= Jason Wilsher-Mills =

Digital artist from Lincolnshire

Jason Wilsher-Mills is a digital artist from Wakefield West Yorkshire. He now lives in Sleaford in Lincolnshire, England. His work uses sculpture, augmented reality, 3D Printing, murals, cinematography, portraiture and painting. In 2015, he was featured at the Museum of Islamic art in Doha, Qatar, and in 2020 he received the Adam Reynolds Award.

== Disability ==

Wilsher-Mills has chronic polyneuropathy, and chronic fatigue syndrome which he has lived with since the age of eleven, resulting in hospitalisation. These conditions affect his mobility and left him paralysed from the neck down for five years. The polyneuropathy is progressive, also affecting his immune system, which forced him to self-isolate during the COVID-19 pandemic. His tendons have also been damaged, which makes drawing difficult. Before the Covid outbreak, he was set to show his work at the Tate.

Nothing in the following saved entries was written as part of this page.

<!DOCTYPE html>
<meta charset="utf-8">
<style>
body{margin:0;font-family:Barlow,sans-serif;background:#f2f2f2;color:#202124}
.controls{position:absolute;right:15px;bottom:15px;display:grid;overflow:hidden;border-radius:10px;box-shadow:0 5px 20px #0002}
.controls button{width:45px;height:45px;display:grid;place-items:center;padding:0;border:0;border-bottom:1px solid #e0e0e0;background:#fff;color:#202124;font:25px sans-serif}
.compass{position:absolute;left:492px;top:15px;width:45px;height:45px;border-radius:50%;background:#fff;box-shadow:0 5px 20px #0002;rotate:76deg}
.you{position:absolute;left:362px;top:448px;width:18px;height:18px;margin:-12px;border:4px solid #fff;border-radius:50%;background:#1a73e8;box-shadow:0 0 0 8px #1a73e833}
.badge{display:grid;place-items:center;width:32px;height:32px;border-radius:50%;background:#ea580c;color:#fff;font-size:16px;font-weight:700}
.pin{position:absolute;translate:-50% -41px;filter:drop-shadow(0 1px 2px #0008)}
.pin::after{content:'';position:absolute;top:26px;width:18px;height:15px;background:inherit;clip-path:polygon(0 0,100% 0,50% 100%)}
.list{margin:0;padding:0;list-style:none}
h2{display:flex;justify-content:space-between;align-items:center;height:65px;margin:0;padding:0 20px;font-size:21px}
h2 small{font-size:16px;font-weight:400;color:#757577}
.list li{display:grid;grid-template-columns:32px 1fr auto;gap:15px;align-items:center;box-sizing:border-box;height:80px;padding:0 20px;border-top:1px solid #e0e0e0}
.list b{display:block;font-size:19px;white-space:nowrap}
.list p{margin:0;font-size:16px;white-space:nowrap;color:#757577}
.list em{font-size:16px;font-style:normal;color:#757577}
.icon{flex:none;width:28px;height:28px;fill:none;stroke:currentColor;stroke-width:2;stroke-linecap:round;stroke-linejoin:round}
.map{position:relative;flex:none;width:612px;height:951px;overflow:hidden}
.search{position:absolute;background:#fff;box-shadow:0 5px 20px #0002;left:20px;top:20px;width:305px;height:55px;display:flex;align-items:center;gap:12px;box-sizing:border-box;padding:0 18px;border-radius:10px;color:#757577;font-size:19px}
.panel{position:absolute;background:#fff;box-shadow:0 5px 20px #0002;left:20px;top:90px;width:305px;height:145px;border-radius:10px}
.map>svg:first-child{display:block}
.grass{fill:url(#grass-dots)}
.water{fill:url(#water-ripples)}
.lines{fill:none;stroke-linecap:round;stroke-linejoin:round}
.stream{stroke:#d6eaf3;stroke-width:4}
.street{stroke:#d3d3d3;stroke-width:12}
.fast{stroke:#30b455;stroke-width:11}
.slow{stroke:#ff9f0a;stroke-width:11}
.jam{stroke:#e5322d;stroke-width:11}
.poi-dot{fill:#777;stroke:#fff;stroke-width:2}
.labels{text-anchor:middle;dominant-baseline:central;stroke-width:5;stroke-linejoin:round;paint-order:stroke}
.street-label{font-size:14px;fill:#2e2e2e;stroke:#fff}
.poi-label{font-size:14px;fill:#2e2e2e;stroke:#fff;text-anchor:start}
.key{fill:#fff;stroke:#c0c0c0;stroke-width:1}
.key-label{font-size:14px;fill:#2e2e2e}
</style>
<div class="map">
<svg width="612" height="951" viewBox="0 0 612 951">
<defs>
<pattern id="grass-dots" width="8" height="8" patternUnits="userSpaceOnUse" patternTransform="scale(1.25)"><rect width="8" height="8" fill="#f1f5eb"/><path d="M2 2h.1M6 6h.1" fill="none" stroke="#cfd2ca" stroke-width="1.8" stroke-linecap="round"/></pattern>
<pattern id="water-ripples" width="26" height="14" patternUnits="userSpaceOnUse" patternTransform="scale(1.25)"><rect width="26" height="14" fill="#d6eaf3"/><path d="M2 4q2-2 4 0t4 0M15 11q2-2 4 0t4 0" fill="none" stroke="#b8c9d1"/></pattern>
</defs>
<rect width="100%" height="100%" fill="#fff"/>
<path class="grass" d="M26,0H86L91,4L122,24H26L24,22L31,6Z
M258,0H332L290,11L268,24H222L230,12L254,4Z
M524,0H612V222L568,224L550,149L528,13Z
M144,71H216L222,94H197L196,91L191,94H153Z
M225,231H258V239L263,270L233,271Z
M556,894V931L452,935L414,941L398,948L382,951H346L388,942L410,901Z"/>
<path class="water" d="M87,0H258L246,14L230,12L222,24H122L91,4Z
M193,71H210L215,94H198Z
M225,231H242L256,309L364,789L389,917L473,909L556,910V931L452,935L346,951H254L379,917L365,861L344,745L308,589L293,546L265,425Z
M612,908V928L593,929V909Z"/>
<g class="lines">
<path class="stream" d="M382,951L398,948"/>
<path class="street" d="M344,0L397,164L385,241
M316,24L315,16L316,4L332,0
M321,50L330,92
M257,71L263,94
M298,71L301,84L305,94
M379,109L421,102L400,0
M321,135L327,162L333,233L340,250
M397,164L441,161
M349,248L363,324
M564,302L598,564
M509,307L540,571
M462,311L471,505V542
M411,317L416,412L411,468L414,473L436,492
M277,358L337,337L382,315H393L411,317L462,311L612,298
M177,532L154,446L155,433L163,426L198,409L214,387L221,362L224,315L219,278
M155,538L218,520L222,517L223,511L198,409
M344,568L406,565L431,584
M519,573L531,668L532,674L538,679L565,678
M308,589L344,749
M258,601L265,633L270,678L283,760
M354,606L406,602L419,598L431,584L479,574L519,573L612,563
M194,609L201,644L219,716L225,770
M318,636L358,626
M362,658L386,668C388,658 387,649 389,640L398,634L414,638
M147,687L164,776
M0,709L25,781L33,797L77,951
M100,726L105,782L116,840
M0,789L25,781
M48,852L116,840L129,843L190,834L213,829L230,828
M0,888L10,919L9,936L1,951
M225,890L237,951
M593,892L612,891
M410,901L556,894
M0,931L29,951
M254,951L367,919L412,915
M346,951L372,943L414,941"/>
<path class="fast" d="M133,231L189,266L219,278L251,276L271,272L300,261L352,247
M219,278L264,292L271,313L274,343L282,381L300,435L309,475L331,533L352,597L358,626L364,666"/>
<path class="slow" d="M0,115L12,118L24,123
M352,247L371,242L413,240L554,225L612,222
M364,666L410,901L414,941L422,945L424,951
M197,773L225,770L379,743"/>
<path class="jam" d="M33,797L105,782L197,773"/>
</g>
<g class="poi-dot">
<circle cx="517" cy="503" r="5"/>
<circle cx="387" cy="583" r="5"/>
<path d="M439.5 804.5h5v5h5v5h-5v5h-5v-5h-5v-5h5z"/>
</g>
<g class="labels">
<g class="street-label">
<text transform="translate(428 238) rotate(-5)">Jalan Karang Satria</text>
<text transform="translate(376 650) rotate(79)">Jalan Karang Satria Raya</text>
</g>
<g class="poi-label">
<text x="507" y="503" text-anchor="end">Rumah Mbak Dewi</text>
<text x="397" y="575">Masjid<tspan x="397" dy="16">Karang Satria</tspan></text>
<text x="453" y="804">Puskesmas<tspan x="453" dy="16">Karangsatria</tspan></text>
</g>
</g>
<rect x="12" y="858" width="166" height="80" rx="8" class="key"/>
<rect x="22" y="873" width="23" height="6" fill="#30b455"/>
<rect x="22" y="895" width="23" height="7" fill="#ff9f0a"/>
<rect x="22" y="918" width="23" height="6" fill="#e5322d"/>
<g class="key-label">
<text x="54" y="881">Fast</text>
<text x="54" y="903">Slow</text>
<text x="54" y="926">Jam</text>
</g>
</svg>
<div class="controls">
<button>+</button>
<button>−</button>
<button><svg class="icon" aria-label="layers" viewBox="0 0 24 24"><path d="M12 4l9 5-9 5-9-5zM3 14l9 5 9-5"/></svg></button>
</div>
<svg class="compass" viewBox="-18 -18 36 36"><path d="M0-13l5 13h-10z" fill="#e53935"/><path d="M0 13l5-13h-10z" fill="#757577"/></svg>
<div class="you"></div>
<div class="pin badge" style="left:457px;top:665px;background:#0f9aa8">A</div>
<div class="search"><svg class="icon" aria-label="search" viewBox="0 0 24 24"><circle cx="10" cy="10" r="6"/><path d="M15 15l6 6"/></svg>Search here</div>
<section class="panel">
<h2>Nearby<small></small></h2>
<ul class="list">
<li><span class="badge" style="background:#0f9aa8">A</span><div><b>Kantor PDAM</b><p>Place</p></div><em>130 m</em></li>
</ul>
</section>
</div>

When he was twelve, his brother took him to see Jaws on a weekend release from the hospital. They were refused entry to the cinema, as the manager deemed Mills a "fire-hazard", due to his wheelchair. Prior to 1995, access to public places was not legally guaranteed to disabled people. Mills recalls this is the first time he was made to feel different. He would later create two banners in 2015, for the Houses of Parliament. One commemorated the Disability Discrimination Act: he specifically requested this commission as he himself has lived through the effects of the Act and has seen the real life changes. While the other banner marked 800 years since Magna Carta.

== Art ==
Mills compares his art to the Beano comic strip and Ken Loach's I, Daniel Blake. The exhibitions he creates are often humorous and political in nature, and he prefers positivity to anger. His sculptural work often includes interactive AR elements, and are sometimes inflatable. An iPad is his primary tool, which he started using after reading an article on painter David Hockney's usage. The tablet is portable and the high definition allows him to scale up his artworks. This has allowed Mills to regain some of his freedom. He has a free augmented reality app, Jason Residential, available to download from Google Play.

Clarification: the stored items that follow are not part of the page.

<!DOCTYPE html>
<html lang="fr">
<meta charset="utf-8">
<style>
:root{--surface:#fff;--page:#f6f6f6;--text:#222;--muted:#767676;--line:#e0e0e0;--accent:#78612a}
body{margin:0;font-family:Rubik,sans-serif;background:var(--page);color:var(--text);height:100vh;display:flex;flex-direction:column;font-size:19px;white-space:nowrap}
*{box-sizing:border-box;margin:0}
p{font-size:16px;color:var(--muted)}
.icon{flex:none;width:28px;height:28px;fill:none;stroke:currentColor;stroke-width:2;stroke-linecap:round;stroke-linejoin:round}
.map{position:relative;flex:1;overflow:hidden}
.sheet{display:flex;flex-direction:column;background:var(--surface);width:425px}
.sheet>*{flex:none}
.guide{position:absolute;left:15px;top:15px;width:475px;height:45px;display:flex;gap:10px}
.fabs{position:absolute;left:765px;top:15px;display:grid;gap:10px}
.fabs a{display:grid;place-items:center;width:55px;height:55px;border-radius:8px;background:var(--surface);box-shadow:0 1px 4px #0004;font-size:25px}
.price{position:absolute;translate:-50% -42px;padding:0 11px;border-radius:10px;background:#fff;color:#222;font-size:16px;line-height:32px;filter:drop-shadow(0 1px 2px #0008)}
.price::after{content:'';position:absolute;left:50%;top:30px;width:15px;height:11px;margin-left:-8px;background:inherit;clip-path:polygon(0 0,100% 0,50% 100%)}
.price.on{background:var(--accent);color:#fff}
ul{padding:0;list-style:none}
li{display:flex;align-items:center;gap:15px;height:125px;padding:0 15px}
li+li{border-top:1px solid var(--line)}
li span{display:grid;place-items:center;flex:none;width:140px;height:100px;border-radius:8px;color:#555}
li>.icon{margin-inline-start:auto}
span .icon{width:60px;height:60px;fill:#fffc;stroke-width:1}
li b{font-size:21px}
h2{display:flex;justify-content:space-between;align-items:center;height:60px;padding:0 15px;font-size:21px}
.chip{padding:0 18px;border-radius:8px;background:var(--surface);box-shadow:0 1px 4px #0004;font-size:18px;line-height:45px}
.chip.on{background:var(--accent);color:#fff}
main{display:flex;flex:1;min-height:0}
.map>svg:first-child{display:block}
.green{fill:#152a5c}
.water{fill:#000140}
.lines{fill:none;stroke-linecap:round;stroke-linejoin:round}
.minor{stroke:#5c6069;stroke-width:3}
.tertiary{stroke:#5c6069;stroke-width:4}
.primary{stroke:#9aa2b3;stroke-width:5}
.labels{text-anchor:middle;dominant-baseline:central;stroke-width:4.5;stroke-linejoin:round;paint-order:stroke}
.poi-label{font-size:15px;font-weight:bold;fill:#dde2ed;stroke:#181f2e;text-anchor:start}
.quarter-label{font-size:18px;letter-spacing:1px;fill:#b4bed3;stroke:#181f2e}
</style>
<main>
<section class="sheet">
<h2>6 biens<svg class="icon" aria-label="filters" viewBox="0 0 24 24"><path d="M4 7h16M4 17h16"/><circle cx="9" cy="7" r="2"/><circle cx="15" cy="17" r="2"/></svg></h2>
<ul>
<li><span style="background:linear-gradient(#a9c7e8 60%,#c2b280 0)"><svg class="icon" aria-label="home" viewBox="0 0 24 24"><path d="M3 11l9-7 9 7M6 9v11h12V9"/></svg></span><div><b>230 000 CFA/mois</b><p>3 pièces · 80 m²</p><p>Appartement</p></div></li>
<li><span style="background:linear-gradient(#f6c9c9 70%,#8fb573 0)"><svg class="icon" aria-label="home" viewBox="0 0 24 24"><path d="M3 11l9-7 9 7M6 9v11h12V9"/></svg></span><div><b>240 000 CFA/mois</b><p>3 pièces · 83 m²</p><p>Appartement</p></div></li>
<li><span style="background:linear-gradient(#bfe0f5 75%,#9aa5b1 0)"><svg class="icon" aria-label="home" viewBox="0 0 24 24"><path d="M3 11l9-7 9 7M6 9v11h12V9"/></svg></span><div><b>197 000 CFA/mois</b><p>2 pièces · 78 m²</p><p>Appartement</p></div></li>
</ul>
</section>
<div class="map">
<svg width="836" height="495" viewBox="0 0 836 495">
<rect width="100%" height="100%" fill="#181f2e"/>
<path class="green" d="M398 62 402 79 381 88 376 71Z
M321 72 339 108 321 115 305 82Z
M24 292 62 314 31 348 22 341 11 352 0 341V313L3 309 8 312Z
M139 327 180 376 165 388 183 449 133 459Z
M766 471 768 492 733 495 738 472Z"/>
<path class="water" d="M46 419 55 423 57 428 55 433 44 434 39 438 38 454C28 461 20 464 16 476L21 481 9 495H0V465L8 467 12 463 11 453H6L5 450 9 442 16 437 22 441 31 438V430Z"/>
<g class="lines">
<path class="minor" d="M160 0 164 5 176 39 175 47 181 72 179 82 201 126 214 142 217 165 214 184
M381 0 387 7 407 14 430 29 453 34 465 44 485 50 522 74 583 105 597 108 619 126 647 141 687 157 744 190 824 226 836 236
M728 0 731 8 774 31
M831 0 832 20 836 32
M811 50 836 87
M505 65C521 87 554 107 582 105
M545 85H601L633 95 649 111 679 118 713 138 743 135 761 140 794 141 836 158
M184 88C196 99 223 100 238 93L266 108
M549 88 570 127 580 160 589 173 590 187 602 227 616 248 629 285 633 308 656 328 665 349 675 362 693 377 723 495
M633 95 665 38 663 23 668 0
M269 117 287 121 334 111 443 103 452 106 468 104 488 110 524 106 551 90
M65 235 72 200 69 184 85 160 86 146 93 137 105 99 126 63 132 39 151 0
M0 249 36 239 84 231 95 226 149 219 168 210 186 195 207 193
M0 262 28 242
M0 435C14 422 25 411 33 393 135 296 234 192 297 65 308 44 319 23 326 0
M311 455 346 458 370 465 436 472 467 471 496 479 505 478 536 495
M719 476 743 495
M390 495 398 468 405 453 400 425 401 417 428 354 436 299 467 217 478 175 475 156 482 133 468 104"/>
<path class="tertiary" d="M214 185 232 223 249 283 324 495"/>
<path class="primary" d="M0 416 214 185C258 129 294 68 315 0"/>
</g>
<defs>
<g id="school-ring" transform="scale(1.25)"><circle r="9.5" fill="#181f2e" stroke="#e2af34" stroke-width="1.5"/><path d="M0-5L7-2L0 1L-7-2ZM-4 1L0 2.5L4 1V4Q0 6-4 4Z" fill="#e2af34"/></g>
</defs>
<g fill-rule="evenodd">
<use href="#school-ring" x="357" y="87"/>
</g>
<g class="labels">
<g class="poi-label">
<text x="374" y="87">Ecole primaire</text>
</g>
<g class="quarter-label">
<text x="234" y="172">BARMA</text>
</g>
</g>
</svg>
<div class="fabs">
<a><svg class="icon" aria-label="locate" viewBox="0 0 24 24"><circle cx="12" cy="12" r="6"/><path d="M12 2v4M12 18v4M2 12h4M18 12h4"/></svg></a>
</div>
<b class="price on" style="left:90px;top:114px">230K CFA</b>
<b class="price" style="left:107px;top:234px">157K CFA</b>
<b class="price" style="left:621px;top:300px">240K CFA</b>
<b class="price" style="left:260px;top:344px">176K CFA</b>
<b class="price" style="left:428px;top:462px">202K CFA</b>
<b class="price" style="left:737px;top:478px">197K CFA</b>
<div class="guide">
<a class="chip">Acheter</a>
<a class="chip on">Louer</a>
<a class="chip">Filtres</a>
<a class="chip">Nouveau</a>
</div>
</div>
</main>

Mills has also worked for the Wakefield Trinity Wildcats, a rugby team based in based in West Yorkshire, for a year long project. The two-hundred foot mural included portraits of star players and utilised 3,000 school children's drawings of themselves. It was installed around the stand of the stadium. His father and he would watch rugby together when he was a child and he has stated that it was the "closest time I ever spent with him". The piece, which is dedicated to his father, is designed to be a time capsule, and Mills hopes that the children featured will one day bring their own children to see it.

In 2021, he created a statue called 'I Am Argonaut', for the Folkestone Triennial, an art festival held in Kent. The sculpture was placed opposite a statue of William Harvey, the local physician who, in 1628, discovered how the heart circulates blood around the body. 'I Am Argonaut' is depicted pointing at a hole in its chest, where the heart should be located, laughing; the statue of Harvey holds a disembodied heart. The piece was produced in conjunction with Shape Arts.

Mills created other Argonaut installations as part of an Arts Council England funded project 'Jason & his Argonauts on Tour' which toured the United Kingdom. The centrepiece was the 'Changing Places Argonaut', a 3.5 metre inflatable which "relates people's stories from the Changing Places movement". In 2022 the People's History Museum in Manchester, England exhibited 'The Manchester Argonaut', a sculpture about "activism and the rights of disabled people".

== Awards ==
In 2024 Mills won the Temporary or Touring Exhibition of the Year – budget less than £80k for his 'Are We There Yet' exhibition following its time at the Ferens Art Gallery in Hull, earlier in the year.

The King's Birthday Honours 2025 brought Mills an MBE for services to the Arts and Disability.